The malignant lymphomas, Hodgkin´s lymphoma (HL) and non-Hodgkin´s lymphoma (NHL), comprise approximately 10% of childhood cancers. The assessment of extent of disease (staging) and response to therapy (restaging) is performed with computed tomography (CT) scan, 18F-fluorodeoxyglucose positron emission tomography (FDG-PET scan) or integrated FDG-PET/CT. Staging and restaging are important for choice of treatment and for determining prognosis. Unfortunately, FDG-PET and CT are accompanied by a significant amount of radiation exposure which may induce second cancers. New magnetic resonance imaging (MRI) techniques offer an alternative way for staging and follow-up of cancers. Whole-body MRI with diffusion weighted imaging (WB-MRI with DWIBS) is a radiation-free method which allows imaging of the body with excellent soft tissue contrast in a single examination and could be an attractive alternative to FDG-PET and CT for the staging and restaging of malignant lymphomas in children.

Aim of the study:

The aims of this study are to compare the diagnostic performance of whole-body MRI (including DWIBS) to FDG-PET/CT and/or CT for the initial staging, early response assessment and restaging after completion of therapy in children with Hodgkin's lymphoma.

Study design:

Patients eligible for enrollment in this multicenter, prospective, diagnostic cohort study are children aged 8-18 years, with histologically confirmed Hodgkin's lymphoma, who are treated according to the SKION / EuroNet-PHL-C1 protocol (or trial with similar imaging strategy) in one of the participating centers. Patients will undergo WB-MRI in addition to the protocolar imaging routinely done (FDG-PET(/CT) and CT scan) at 3 time-points: at initial staging, after 2 chemotherapy cycles and at end of treatment. We expect to enrol 75 patients in a 3 year study period. Staging and restaging results of WB-MRI (according to the Ann Arbor and Cheson classification, respectively) will be compared to those of FDG-PET(/CT) and CT. All imaging modalities will be assessed by a radiologist and nuclear medicine physician in a blinded fashion, using standardized score forms.

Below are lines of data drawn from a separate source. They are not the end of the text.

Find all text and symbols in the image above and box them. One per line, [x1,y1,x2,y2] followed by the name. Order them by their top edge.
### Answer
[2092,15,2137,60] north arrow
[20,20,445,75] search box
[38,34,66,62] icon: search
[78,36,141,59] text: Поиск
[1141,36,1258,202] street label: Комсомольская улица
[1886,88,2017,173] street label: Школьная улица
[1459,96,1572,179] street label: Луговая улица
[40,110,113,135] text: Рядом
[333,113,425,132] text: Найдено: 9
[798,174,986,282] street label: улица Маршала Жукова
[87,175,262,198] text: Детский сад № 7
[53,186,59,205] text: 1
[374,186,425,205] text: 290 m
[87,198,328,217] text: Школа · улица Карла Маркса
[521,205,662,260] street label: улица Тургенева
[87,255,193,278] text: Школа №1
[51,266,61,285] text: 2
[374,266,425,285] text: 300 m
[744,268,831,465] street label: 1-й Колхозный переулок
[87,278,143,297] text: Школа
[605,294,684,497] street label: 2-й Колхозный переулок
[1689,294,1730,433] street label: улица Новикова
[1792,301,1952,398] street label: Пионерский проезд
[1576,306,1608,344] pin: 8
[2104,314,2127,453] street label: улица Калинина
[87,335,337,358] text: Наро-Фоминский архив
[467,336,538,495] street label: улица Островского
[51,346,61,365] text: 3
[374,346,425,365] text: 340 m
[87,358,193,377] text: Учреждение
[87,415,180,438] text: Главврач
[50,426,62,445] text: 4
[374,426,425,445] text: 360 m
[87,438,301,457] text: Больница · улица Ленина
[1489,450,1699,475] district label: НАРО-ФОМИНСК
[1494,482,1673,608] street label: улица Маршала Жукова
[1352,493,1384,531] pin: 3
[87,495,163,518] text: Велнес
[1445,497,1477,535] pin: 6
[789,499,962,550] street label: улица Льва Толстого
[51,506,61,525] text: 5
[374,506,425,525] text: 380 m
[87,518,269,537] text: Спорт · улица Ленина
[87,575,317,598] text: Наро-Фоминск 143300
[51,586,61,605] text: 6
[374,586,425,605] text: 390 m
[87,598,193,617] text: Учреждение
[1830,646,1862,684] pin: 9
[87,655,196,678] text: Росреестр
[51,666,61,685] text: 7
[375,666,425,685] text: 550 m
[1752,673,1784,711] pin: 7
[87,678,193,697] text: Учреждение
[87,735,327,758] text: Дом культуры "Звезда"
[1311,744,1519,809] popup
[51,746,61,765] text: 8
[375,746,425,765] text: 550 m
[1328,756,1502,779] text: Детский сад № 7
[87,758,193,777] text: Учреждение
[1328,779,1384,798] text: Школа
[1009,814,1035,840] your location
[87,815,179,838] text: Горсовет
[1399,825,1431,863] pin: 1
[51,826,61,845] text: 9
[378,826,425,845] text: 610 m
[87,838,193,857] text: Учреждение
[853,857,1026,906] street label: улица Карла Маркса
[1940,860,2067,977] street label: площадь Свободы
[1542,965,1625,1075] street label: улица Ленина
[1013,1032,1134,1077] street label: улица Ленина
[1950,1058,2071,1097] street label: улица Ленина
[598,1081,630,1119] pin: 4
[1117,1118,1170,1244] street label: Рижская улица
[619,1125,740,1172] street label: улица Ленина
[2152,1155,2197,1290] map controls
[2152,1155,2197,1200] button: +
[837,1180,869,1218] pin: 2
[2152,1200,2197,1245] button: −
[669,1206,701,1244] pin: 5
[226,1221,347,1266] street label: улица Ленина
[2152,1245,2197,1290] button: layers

Findings of FDG-PET and CT together will serve as the reference standard. Clinical and radiological follow-up after 6 months will be used to solve any disagreements between FDG-PET, CT and WB-MRI. Additionally, at least 3 year follow-up clinical data and data on follow-up imaging will be collected from the hospital charts of the patients, to better assess the prognostic value of FDG-PET and WB-MRI.

Clinical/scientific relevance:

This study aims to assess the accuracy of WB-MRI compared to FDG-PET(/CT) and CT in staging and response assessment of Hodgkin lymphoma. The results of this study can contribute to the development of evidence based 'radiation reduced' imaging protocols in Hodgkin's lymphoma.

Study Timeline

• Study Start: 2011-06
• Study First Submitted: 2013-07-02
• Primary Completion: 2016-12
• Study First Submitted QC: 2019-07-01
• Study First Posted: 2019-07-02
• Study Completion: 2020-09
• Status Verified: 2020-11
• Last Update Submitted: 2020-11-02
• Last Update Posted: 2020-11-03

Recruitment & Eligibility

• Status: COMPLETED
• Sex: All
• Target Recruitment: 75

Inclusion Criteria

• male or female patients
• age: 8-18 years
• histologically proven Hodgkin's lymphoma
• enrolled in the EuroNet-PHL-C1 trial (or trial with comparable imaging strategy)
• patients scheduled for a FDG-PET/CT and/or CT of the body for initial staging, early response assessment (after two cycles of chemotherapy) or restaging
• participant's parents (and participants >12 years of age) must willingly give written informed consent prior to each MRI
• whole-body MRI/DWIBS has to be performed within 15 days before or after FDG-PET/CT or CT and the initial staging MRI should be performed before therapy has been started

Exclusion Criteria

• patients with a general contraindication for MRI (including cardiovascular pacemakers, claustrophobia)
• patients who have had a previous malignancy
• patients who are pregnant or nursing
• patients in whom therapy has already started after FDG-PET/CT and/or CT and before the initial WB-MRI/DWIBS could be performed
• apparent signs of resistance during MR examination

Study & Design

• Study Type: OBSERVATIONAL
• Study Design: Not specified

Primary Outcome Measures

Name	Time	Method
Staging (Ann Arbor)	Day 1	The primary outcome parameter will be the clinical stage according to WB-MRI (including DWIBS) and according to FDG-PET/CT. This clinical stage will be determined according to the Ann Arbor classification system for initial staging.
Early treatment response assessment (Cheson criteria)	2 months	The primary outcome parameter will be the clinical stage according to WB-MRI (including DWIBS) and according to FDG-PET/CT. This clinical stage will be determined according to the Cheson criteria for early response assessment.
Restaging at end of therapy (Cheson criteria)	6 months	The primary outcome parameter will be the clinical stage according to WB-MRI (including DWIBS) and according to FDG-PET/CT. This clinical stage will be determined according to the Cheson criteria for restaging.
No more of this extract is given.